#### Task inputs

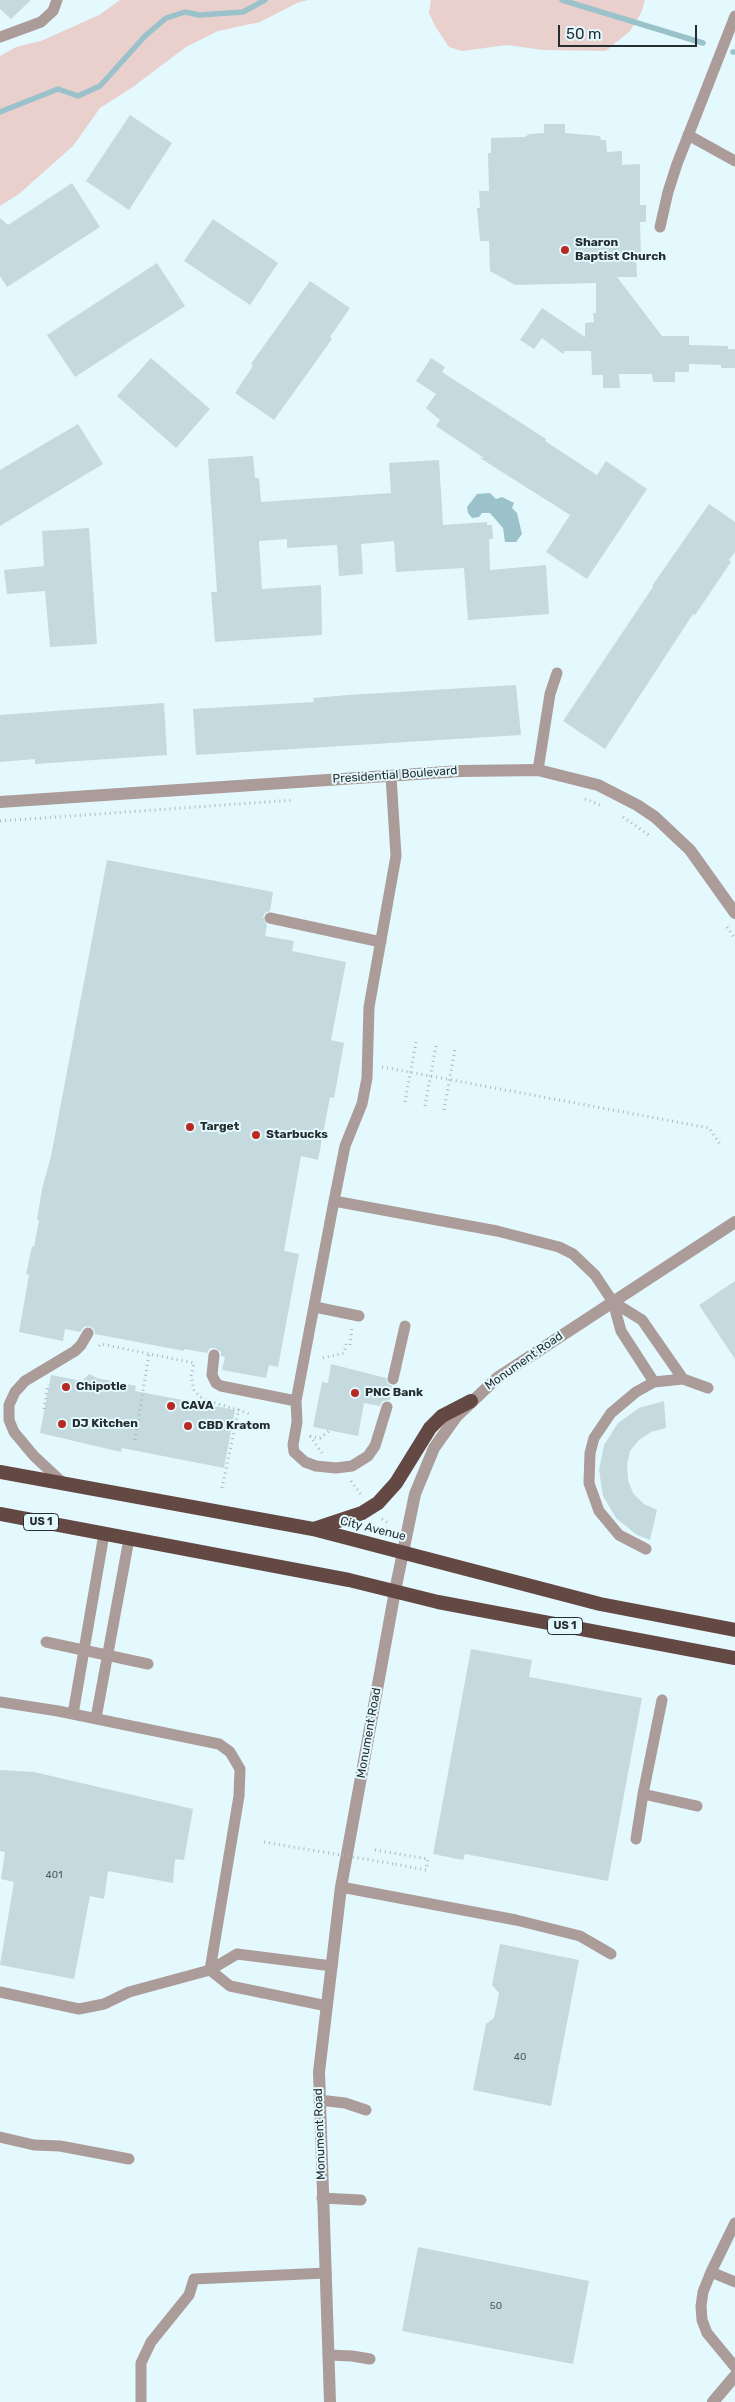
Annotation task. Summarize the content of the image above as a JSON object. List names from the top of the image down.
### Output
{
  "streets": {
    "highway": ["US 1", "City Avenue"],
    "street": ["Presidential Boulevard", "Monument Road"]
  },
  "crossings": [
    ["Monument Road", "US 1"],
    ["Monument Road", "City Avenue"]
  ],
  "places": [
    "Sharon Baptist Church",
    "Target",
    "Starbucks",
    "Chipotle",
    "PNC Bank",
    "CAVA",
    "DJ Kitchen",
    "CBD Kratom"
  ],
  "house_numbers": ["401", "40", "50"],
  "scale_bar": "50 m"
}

########

Exercise: Your output must match the records word for word, apart from the images, which are left out.

Exercise output:
Annotation task. Summarize the content of the image above as a JSON object. List names from the top of the image down.
### Output
{
  "streets": {
    "highway": ["US 1", "City Avenue"],
    "street": ["Presidential Boulevard", "Monument Road"]
  },
  "crossings": [
    ["Monument Road", "US 1"],
    ["Monument Road", "City Avenue"]
  ],
  "places": [
    "Sharon Baptist Church",
    "Target",
    "Starbucks",
    "Chipotle",
    "PNC Bank",
    "CAVA",
    "DJ Kitchen",
    "CBD Kratom"
  ],
  "house_numbers": ["401", "40", "50"],
  "scale_bar": "50 m"
}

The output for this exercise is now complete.